Fairbury Improvement Group Leader Dale Maley recently announced that the Fairbury Improvement Group has completed its list of 14 projects for the summer. While some of the projects on the list were not as laborious as others, Maley is proud of the work that the group accomplished.
    “It feels good to know that we’ve been improving Fairbury and not just letting it fall apart,” Maley said. “When you have a small town and a group like this, it takes a while to get things figured out, but after you get past that first year, you find that you can get a lot of projects done.”
    The FIG was organized about three years ago as a group of community members that wanted to get together in an effort to make the community a better place.
    “We want to improve the quality of life for citizens and visitors alike,” Maley said.
    The group has a mailing list of more than 50 members currently, but the monthly meeting attendance is typically between 12 and 20 people. Members come from all walks of life. David Slagel, Fairbury’s mayor, is a member of the group and others are local business owners, retired individuals and three or four board members from the Fairbury Echoes Museum.
    During its first year, members created an improvement list. Maley said it was essentially a spreadsheet that was filled with the members’ improvement ideas. With a list of ideas in place, the group started to figure out which projects they felt could be completed within a particular year.
    “After that initial project list was completed, we just kept adding to it with new suggestions,” Maley said. “Each fall, we look at what projects we might want to work on for the following year. A lot of the projects we choose to do each year are chosen because of the funding we have available and the amount of time required for completion. Most of the projects we do are in the summer, so we’re limited to about three or four months to get everything done.”
    The first year, the group completed all of its planned projects, but Maley said those projects were short in comparison to the renovation of Marsh Park, which was added to last year’s summer agenda.
    “The Marsh Park renovation was a 16-week project that took pretty much the whole summer,” Maley said. “However, we did get some other small projects completed, too. This year, we had everything pretty much planned out last fall, it was just a question of waiting until the nice weather hit. I would say we started in May and we had just about everything completed by mid-June.”
    Similar to the first year, Maley said there weren’t really any big projects planned for completion this summer. In preparation for Marsh Park’s grand reopening on July 28, a few of this year’s projects were associated with the Marsh Park renovation. Other projects on the FIG’s to-do list were associated with Fairbury’s Sunken and Central parks.
    “One of the projects I am proud of this year is the new sidewalk that leads into Sunken Park,” Maley said. “The sidewalk was installed by city crews to provide for easier event access at the park. The city workers also poured a pad and installed a new steel bench and planters in Central Park.”
    The idea to add a sidewalk to Sunken Park became apparent during the city’s first Taste of Fairbury food festival last summer. Although Maley reports that the event was well-received, some people reported that it was difficult to carry a plate of food down the hill into the park.
    “We used Sunken Park for all the tents and eating tables, but all of the food vendors were set up on Main Street.
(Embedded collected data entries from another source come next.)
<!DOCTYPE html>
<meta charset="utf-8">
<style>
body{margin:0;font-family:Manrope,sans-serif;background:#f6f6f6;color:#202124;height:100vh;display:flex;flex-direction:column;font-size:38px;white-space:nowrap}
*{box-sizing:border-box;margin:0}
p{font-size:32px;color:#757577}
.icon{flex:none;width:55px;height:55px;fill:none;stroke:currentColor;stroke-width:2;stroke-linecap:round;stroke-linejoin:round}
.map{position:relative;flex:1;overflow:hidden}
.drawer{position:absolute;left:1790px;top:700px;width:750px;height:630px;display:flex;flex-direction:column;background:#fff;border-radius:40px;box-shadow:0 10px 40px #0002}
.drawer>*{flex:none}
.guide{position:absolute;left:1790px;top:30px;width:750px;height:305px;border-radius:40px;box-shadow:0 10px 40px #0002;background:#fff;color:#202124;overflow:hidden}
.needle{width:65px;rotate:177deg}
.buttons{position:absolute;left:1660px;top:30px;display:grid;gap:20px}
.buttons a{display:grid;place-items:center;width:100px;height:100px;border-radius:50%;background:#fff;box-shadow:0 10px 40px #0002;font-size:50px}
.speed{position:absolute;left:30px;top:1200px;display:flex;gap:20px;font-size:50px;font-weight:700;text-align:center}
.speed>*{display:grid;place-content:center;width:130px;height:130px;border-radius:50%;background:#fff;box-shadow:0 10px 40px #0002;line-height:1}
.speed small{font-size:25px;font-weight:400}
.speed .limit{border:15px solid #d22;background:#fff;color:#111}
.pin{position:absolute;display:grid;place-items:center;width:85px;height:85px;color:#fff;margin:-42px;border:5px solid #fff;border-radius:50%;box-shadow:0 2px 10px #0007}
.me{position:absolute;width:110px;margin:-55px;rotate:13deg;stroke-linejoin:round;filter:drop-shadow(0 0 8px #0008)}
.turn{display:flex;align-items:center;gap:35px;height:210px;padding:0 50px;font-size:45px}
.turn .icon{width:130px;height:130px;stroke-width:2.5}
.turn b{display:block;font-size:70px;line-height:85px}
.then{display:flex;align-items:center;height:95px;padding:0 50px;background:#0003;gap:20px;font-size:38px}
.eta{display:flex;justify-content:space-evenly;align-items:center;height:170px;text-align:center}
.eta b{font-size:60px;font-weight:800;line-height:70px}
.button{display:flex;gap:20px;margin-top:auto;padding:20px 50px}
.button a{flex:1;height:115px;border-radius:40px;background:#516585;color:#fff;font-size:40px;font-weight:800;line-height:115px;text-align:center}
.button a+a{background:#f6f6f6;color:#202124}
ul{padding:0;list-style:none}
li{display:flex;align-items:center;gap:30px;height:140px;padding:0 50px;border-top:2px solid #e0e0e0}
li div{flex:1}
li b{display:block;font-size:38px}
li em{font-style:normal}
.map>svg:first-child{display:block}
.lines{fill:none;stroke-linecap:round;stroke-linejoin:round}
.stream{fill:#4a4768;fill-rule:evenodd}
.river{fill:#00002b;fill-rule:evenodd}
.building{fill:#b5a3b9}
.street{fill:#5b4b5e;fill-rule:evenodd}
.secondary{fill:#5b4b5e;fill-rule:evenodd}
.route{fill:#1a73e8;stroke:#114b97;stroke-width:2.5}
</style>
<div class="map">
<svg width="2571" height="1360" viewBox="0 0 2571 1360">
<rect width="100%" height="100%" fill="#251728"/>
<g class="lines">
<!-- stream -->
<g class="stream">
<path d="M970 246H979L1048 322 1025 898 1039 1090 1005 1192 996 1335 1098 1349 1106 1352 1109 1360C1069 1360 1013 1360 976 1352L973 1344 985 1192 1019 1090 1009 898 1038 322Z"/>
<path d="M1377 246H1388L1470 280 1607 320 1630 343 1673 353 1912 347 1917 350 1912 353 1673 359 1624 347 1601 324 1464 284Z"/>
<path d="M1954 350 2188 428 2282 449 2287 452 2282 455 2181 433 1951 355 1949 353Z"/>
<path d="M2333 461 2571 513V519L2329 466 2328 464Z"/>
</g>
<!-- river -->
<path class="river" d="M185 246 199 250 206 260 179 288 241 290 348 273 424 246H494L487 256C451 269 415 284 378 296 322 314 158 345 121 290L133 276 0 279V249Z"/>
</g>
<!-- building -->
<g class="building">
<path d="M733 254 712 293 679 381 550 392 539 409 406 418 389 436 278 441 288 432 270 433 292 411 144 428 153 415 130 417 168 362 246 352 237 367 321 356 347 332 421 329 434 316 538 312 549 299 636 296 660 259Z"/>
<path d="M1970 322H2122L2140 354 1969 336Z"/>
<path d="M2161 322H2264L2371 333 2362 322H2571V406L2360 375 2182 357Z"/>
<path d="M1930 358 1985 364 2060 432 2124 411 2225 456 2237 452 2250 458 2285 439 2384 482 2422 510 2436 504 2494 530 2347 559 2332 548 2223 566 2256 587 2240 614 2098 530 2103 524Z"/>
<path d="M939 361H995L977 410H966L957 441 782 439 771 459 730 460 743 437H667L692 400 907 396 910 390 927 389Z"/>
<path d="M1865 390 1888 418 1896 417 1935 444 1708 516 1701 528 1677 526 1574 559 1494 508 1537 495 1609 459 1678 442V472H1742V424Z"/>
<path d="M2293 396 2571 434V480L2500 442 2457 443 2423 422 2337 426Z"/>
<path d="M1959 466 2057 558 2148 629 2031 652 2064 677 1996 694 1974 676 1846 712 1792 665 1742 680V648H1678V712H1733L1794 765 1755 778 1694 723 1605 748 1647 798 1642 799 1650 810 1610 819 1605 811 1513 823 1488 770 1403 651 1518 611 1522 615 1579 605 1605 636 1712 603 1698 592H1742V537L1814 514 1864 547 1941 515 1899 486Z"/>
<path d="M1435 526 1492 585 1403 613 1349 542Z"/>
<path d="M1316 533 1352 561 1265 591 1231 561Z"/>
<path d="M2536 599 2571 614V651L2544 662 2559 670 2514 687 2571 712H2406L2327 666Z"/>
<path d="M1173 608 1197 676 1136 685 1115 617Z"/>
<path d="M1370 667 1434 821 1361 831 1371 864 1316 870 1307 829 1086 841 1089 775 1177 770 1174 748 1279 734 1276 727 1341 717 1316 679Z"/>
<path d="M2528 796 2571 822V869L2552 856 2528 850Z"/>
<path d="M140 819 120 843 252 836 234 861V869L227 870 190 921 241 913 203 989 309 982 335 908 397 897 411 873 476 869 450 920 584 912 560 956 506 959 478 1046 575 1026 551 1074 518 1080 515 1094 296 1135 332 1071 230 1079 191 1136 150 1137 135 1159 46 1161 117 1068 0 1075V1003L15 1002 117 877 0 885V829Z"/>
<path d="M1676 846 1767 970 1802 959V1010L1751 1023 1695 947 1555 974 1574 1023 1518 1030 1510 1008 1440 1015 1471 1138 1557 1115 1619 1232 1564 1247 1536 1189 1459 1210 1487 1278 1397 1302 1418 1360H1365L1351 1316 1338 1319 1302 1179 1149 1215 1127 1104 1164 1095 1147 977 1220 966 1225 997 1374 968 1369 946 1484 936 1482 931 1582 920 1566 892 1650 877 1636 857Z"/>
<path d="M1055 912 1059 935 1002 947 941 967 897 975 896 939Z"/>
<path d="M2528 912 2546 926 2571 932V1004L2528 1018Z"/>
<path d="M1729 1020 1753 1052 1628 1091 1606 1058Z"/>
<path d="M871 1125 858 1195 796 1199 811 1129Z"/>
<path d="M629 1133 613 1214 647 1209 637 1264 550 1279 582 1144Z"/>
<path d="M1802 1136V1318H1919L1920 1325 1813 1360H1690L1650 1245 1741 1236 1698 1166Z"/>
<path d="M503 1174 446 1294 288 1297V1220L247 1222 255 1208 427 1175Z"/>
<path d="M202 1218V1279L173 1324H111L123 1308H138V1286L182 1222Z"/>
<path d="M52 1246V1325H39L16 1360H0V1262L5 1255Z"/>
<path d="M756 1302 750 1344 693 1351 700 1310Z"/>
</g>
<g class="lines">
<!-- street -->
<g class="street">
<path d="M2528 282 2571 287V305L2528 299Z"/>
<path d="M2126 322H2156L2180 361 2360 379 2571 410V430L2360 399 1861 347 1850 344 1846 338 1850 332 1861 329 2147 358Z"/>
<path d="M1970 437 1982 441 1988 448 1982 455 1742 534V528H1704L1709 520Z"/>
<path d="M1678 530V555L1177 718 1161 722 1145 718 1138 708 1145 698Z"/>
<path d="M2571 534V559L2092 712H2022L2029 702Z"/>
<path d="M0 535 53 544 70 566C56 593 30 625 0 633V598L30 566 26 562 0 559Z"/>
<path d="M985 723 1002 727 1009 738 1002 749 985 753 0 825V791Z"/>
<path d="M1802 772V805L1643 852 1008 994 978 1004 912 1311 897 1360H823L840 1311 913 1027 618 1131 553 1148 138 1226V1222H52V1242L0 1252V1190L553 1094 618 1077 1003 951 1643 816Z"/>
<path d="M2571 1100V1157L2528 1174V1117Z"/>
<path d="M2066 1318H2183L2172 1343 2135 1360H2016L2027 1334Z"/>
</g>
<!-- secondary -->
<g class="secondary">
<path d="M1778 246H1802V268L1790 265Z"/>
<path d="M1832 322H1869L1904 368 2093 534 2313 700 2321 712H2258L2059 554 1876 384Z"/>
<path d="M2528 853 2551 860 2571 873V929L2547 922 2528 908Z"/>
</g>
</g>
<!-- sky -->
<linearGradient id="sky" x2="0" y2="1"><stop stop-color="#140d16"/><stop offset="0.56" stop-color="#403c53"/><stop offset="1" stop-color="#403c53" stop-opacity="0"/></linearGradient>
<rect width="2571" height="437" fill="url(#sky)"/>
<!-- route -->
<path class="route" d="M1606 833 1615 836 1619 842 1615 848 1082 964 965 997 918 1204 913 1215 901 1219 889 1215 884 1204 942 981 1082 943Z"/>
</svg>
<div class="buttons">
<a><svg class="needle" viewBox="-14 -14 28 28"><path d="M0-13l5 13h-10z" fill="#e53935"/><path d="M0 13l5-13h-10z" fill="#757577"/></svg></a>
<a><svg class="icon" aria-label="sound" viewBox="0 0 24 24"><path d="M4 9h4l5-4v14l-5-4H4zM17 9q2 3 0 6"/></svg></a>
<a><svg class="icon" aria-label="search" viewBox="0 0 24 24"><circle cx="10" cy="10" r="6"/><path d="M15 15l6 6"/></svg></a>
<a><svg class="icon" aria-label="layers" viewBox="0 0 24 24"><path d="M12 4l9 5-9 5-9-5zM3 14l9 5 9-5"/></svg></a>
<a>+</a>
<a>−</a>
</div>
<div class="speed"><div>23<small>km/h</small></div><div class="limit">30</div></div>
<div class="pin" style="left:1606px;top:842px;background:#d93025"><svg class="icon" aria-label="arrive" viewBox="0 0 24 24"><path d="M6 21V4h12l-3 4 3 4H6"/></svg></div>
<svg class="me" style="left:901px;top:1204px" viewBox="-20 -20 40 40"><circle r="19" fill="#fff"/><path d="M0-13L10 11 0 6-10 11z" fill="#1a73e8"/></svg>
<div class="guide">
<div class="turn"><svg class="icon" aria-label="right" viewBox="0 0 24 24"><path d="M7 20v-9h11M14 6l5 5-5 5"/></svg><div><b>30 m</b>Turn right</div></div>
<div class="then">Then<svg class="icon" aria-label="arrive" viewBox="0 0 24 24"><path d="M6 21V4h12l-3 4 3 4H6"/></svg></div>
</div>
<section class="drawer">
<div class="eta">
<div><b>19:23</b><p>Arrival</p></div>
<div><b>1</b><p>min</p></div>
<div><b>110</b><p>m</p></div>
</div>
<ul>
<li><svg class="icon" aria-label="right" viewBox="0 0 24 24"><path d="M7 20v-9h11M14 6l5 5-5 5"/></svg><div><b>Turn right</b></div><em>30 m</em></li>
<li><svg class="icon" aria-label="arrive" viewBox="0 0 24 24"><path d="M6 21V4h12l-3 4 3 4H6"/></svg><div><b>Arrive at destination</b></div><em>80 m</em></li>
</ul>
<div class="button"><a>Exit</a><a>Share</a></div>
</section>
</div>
Well, Sunken Park really is sunken, 36 inches. So, we ran into this issue of people having difficulty getting their food down to the park tables,” Maley said. “So, we asked the city guys if they could add a nice ramp sidewalk for us during that event each year and they agreed. They actually had that installed early in the summer and it will be ready for this year’s event, which I believe is in August.”
    Over the past three years, the only FIG projects that ended up being more of a challenge than Maley had initially anticipated, was repainting Fairbury’s historic business advertisement signs. There were three signs that the group wanted to repaint and Maley decided to do one each summer. The first year was the Occident Flour sign. Last year was the Swing and Steidinger sign and this year it was Archer House sign.
    “This summer I painted the third and last sign in mid-May,” Maley said. “The first challenge I ran into, is that the lift wouldn’t get me close enough to the building to paint the sign. Fortunately, the Ace Hardware guys helped me out and we repositioned the lift up on Main Street so that I could paint the sign.
    “Once that was figured out I got started on painting the sign, but on the second day of painting, we had a lot of wind in the forecast. I got up on the lift, but I learned a lesson that day. If it’s so windy that it blows your ball cap off  when your 40 feet in the air it’s time to call it a day. The next day I had nice and calm weather, so I was able to finish restoring the sign.”
    Although the FIG has completed its planned summer projects for this year, Maley said there’s always something else to work on.
    “People will always come up with new ideas, so we have not had any issues running out of projects,” Maley said. “Some of our members went out and helped plant trees in the early spring out at Munz Park. That little park is going to be nice when it’s done and I think it makes another great addition to Fairbury’s parks.”